Among the records below, determine how many lines have the word "space" in them; output only the number.

- _The input_
==========

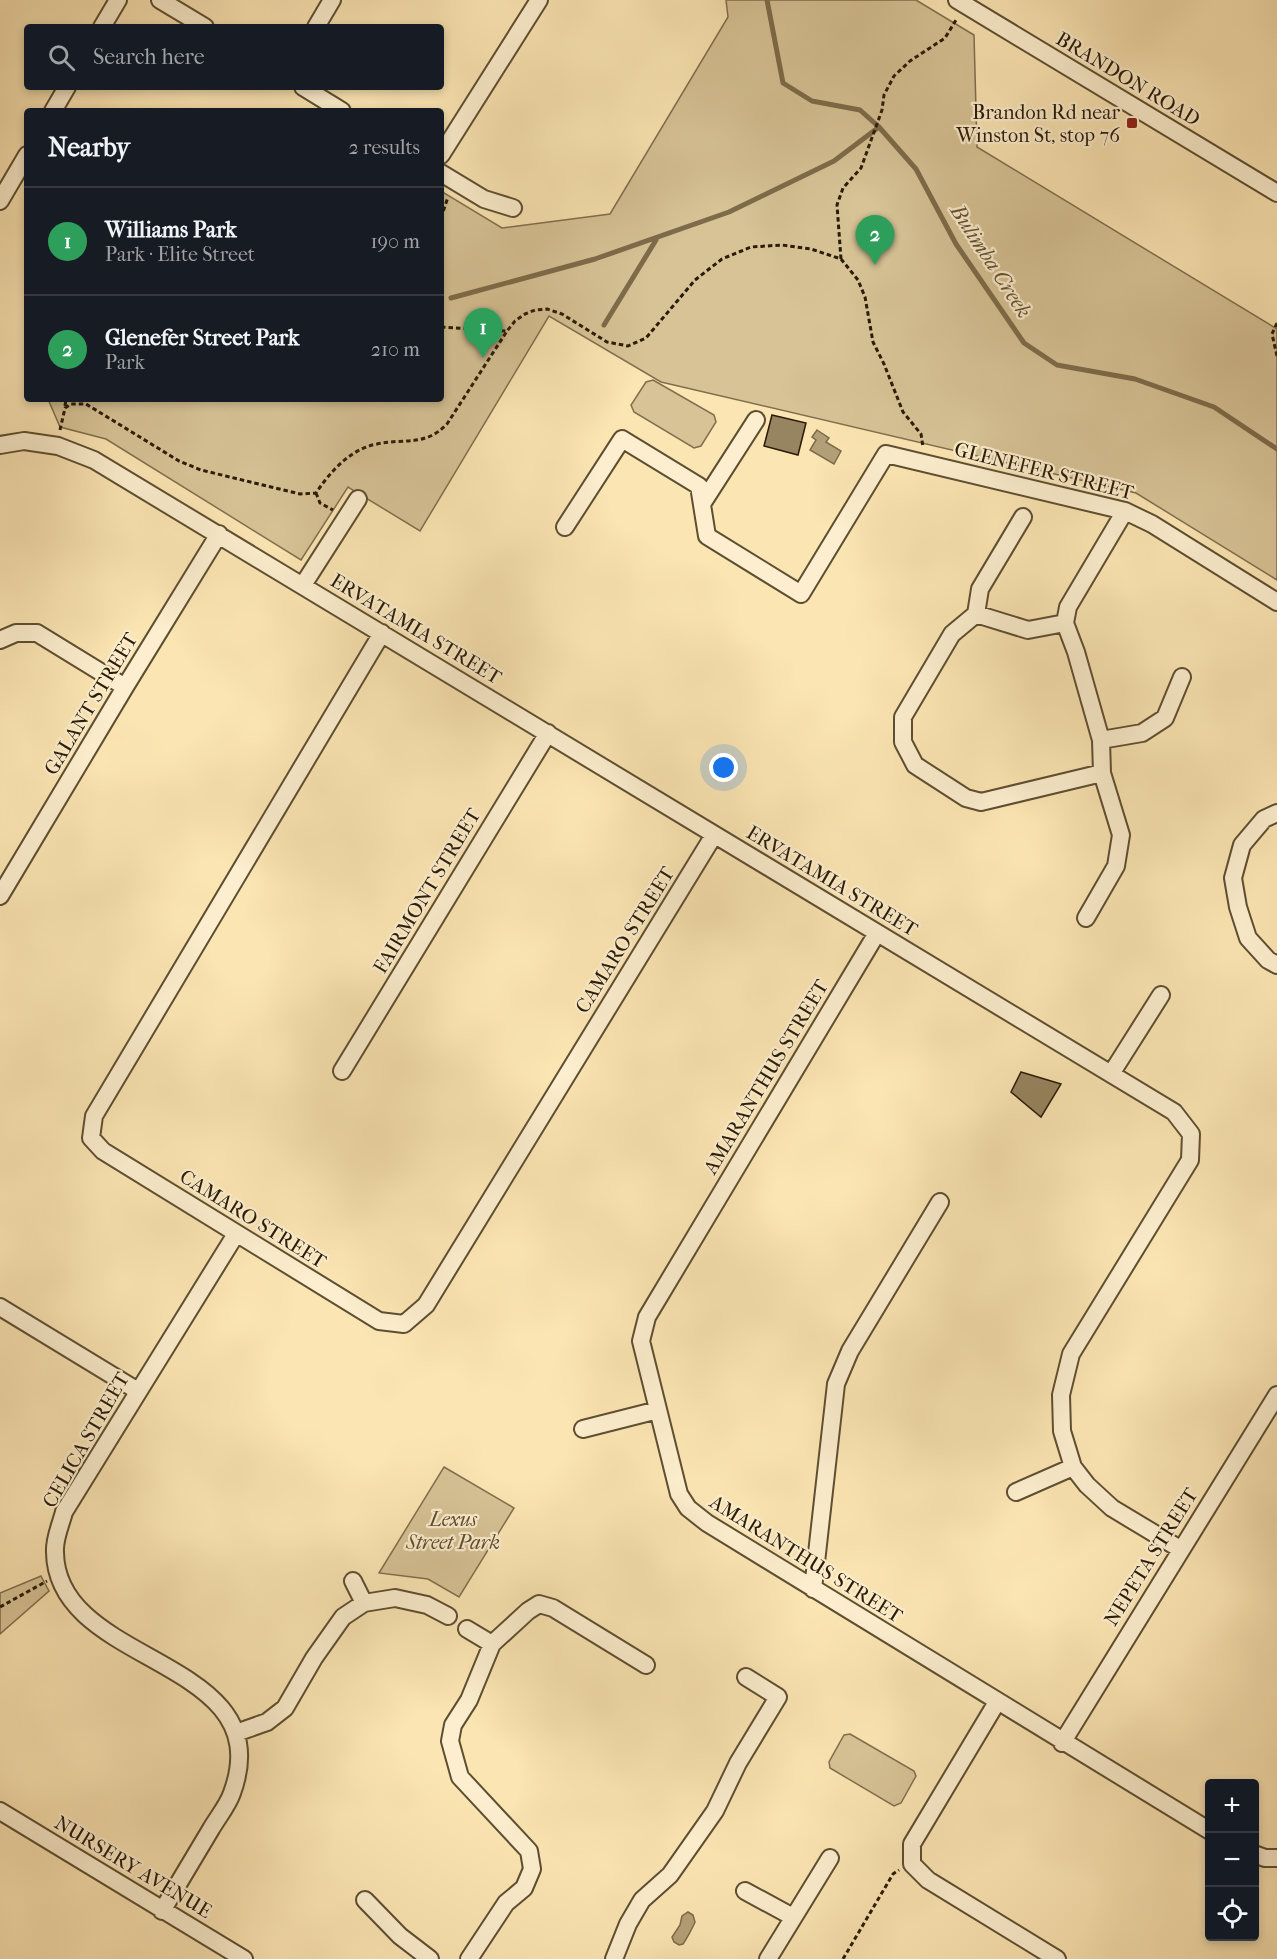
<!DOCTYPE html>
<meta charset="utf-8">
<style>
body{margin:0;font-family:"IM FELL French Canon",serif;background:#242831;color:#f1f3f6}
.controls{position:absolute;right:18px;bottom:18px;display:grid;overflow:hidden;border-radius:6px;box-shadow:0 3px 9px #0003}
.controls button{width:54px;height:54px;display:grid;place-items:center;padding:0;border:0;border-bottom:2px solid #363941;background:#171b24;color:#f1f3f6;font:30px sans-serif}
.you{position:absolute;left:724px;top:768px;width:21px;height:21px;margin:-15px;border:4px solid #fff;border-radius:50%;background:#1a73e8;box-shadow:0 0 0 9px #1a73e833}
.badge{display:grid;place-items:center;width:39px;height:39px;border-radius:50%;background:#7c3aed;color:#fff;font-size:20px;font-weight:700}
.pin{position:absolute;translate:-50% -50px;filter:drop-shadow(0 2px 3px #0008)}
.pin::after{content:'';position:absolute;top:32px;width:21px;height:18px;background:inherit;clip-path:polygon(0 0,100% 0,50% 100%)}
.list{margin:0;padding:0;list-style:none}
h2{display:flex;justify-content:space-between;align-items:center;height:78px;margin:0;padding:0 24px;font-size:26px}
h2 small{font-size:20px;font-weight:400;color:#9ea1a6}
.list li{display:grid;grid-template-columns:39px 1fr auto;gap:18px;align-items:center;box-sizing:border-box;height:108px;padding:0 24px;border-top:2px solid #363941}
.list b{display:block;font-size:22px;white-space:nowrap}
.list p{margin:0;font-size:20px;white-space:nowrap;color:#9ea1a6}
.list em{font-size:20px;font-style:normal;color:#9ea1a6}
.icon{flex:none;width:33px;height:33px;fill:none;stroke:currentColor;stroke-width:2;stroke-linecap:round;stroke-linejoin:round}
.map{position:relative;flex:none;width:1277px;height:1959px;overflow:hidden}
.search{position:absolute;background:#171b24;box-shadow:0 3px 9px #0003;left:24px;top:24px;width:420px;height:66px;display:flex;align-items:center;gap:15px;box-sizing:border-box;padding:0 21px;border-radius:6px;color:#9ea1a6;font-size:22px}
.panel{position:absolute;background:#171b24;box-shadow:0 3px 9px #0003;left:24px;top:108px;width:420px;height:294px;border-radius:6px}
.map>svg:first-child{display:block}
</style>
<div class="map">
<svg width="1277" height="1959" viewBox="0 0 1277 1959">
<rect width="100%" height="100%" fill="#fbe5b3"/>
<filter id="stains"><feTurbulence type="fractalNoise" baseFrequency=".00333" numOctaves="4"/><feColorMatrix values="0 0 0 0 .2 0 0 0 0 .09 0 0 0 0 .02 0 0 0 .5 -.17"/></filter>
<radialGradient id="worn" r=".72"><stop offset=".6" stop-color="#630" stop-opacity="0"/><stop offset="1" stop-color="#630" stop-opacity=".3"/></radialGradient>
<path fill="#d7c396" stroke="#806f4e" stroke-width="1.5" d="M726 0H916L974 35 977 147 1277 329V580L1136 493 661 382 549 316 420 531 348 487 301 560 106 439 60 427 48 399H441V191L502 228 610 214 728 17Z
M653 380 714 415 716 422 701 446 694 448 634 412 631 405 646 382Z
M444 1467 514 1508 459 1597 428 1579 379 1573Z
M41 1576 49 1591 0 1634V1593Z
M850 1734 914 1771 916 1776 901 1803 894 1806 830 1768 829 1762 844 1735Z"/>
<path fill="#b4a078" stroke="#7d6b4a" stroke-width="1.5" d="M817 430 829 438 826 442 841 451 834 464 810 450 816 440 812 437Z
M688 1912 693 1915 695 1922C693 1927 686 1940 683 1944L679 1945 674 1942 672 1937 680 1925 682 1916Z"/>
<g fill="none" stroke-linecap="round" stroke-linejoin="round">
<path stroke="#7d6b4a" stroke-width="5" d="M767 0 783 83 812 101 860 110 879 127 916 169 956 244 1024 343 1057 365 1135 379 1214 407 1277 449
M451 298 595 259 729 212 834 161 879 127
M604 325 656 240"/>
</g>
<path fill="#978460" stroke="#2a1b06" stroke-width="1.5" d="M772 415 806 423 798 455 764 446Z
M1021 1072 1061 1084 1041 1117 1011 1092Z"/>
<g fill="none" stroke-linecap="round" stroke-linejoin="round">
<g stroke="#5e4e31" stroke-width="20">
<path id="minor" d="M160 0 205 27
M957 0 1277 193
M102 27 118 0
M316 27 332 0
M303 87 342 111
M53 111 67 87
M441 155 539 0
M441 173 484 199 513 208
M0 201 27 155
M0 445 24 441 58 446 94 460 1174 1112 1191 1134 1190 1160 1071 1354 1061 1395 1062 1431 1073 1467 1087 1485 1112 1508 1180 1549
M702 504 756 420
M1023 517 980 589 976 614 952 634 903 717V742L915 765 966 798 981 802 1102 773
M565 527 622 439 699 486 707 536 801 594 886 454 1125 511 1152 524 1277 602
M303 585 358 499
M976 614 1028 630 1065 623
M382 633 94 1116 91 1138 103 1151 379 1321 404 1324 426 1305 714 835
M0 640 16 633H37L125 687
M1101 740 1142 733 1165 718 1182 677
M1277 813 1264 819 1242 845 1233 878 1238 907 1248 938 1268 960 1277 965
M0 896 125 687 219 534
M1086 918 1116 866 1121 835 1102 773 1101 740 1076 652 1065 623 1068 607 1125 511
M877 933 647 1317 641 1341 679 1494 688 1508 707 1523 1210 1831
M342 1071 548 733
M1111 1074 1161 995
M0 1307 138 1391
M583 1429 658 1410
M1016 1492 1073 1467
M353 1581 364 1603
M813 1589 836 1384 850 1351 940 1202
M467 1629 492 1644
M997 1702 912 1844V1864L928 1880 1057 1959
M236 1733 267 1722 285 1708 314 1658 343 1617 364 1603 395 1598 427 1605 448 1616
M1062 1743 1277 1395
M0 1811 244 1959
M1254 1854 1265 1858H1277
M745 1891 793 1917
M365 1900 400 1936 430 1959
M162 1911C179 1883 195 1856 211 1829 218 1817 228 1805 232 1793 282 1656 56 1668 55 1552 54 1539 61 1524 64 1512L236 1234
M469 1959 506 1903 524 1888 532 1869 529 1851 460 1777 450 1741 453 1725 469 1700 492 1644 528 1611 539 1604 553 1608 646 1665
M614 1959 628 1924 642 1900 670 1875 715 1811 738 1763 778 1697 746 1677
M768 1959 830 1858"/>
</g>
<path stroke="#2a1b06" stroke-width="3" stroke-dasharray="4.5 3" stroke-linecap="butt" d="M441 218 448 197
M841 259 837 205 843 188 861 168 882 110 884 95 894 76 910 61 945 38 956 20
M1277 323 1272 334 1277 356
M441 327 507 331
M65 406 66 399
M60 430 65 408 71 404H86L179 461 201 470 300 494 316 493C330 472 350 449 377 444 404 438 425 447 447 424L507 331 515 321 525 314 535 310 547 309 562 314 607 342 628 346 646 338 695 280 722 259 751 247 782 245 811 249 841 259 858 280 865 297 873 342 884 364 903 412 921 434 923 447
M316 493 320 503 333 510
M0 1607 47 1581
M843 1959 893 1874 899 1870"/>
<use href="#minor" stroke="#fceece" stroke-width="16"/>
</g>
<rect fill="#8f2418" stroke="#fceece" stroke-width="2" x="1126" y="117" width="12" height="12" rx="3"/>
<g text-anchor="middle" dominant-baseline="central" stroke-width="4.5" stroke-linejoin="round" paint-order="stroke">
<g font-size="20" fill="#2a1b06" stroke="#fceece">
<text transform="translate(1128 79) rotate(31)">BRANDON ROAD</text>
<text transform="translate(1044 471) rotate(14)">GLENEFER STREET</text>
<text transform="translate(416 629) rotate(31)">ERVATAMIA STREET</text>
<text transform="translate(91 704) rotate(-59)">GALANT STREET</text>
<text transform="translate(832 881) rotate(31)">ERVATAMIA STREET</text>
<text transform="translate(427 891) rotate(-59)">FAIRMONT STREET</text>
<text transform="translate(625 940) rotate(-58)">CAMARO STREET</text>
<text transform="translate(766 1077) rotate(-59)">AMARANTHUS STREET</text>
<text transform="translate(253 1219) rotate(32)">CAMARO STREET</text>
<text transform="translate(86 1440) rotate(-60)">CELICA STREET</text>
<text transform="translate(1151 1557) rotate(-58)">NEPETA STREET</text>
<text transform="translate(806 1559) rotate(32)">AMARANTHUS STREET</text>
<text transform="translate(133 1867) rotate(31)">NURSERY AVENUE</text>
</g>
<g font-size="20" fill="#2a1b06" stroke="#fceece" text-anchor="end">
<text x="1120" y="112">Brandon Rd near<tspan x="1120" dy="23">Winston St, stop 76</tspan></text>
</g>
<g font-size="20" font-style="italic" fill="#5e4d31" stroke="#fceece">
<text x="453" y="1519">Lexus<tspan x="453" dy="23">Street Park</tspan></text>
</g>
<g font-size="21" font-style="italic" fill="#615034" stroke="#fceece">
<text transform="translate(991 261) rotate(57)">Bulimba Creek</text>
</g>
</g>
<rect width="100%" height="100%" filter="url(#stains)"/>
<rect width="100%" height="100%" fill="url(#worn)"/>
</svg>
<div class="controls">
<button>+</button>
<button>−</button>
<button><svg class="icon" aria-label="locate" viewBox="0 0 24 24"><circle cx="12" cy="12" r="6"/><path d="M12 2v4M12 18v4M2 12h4M18 12h4"/></svg></button>
</div>
<div class="you"></div>
<div class="pin badge" style="left:483px;top:358px;background:#2e9e5b">1</div>
<div class="pin badge" style="left:875px;top:265px;background:#2e9e5b">2</div>
<div class="search"><svg class="icon" aria-label="search" viewBox="0 0 24 24"><circle cx="10" cy="10" r="6"/><path d="M15 15l6 6"/></svg>Search here</div>
<section class="panel">
<h2>Nearby<small>2 results</small></h2>
<ul class="list">
<li><span class="badge" style="background:#2e9e5b">1</span><div><b>Williams Park</b><p>Park · Elite Street</p></div><em>190 m</em></li>
<li><span class="badge" style="background:#2e9e5b">2</span><div><b>Glenefer Street Park</b><p>Park</p></div><em>210 m</em></li>
</ul>
</section>
</div>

==========

- _Written answer_
3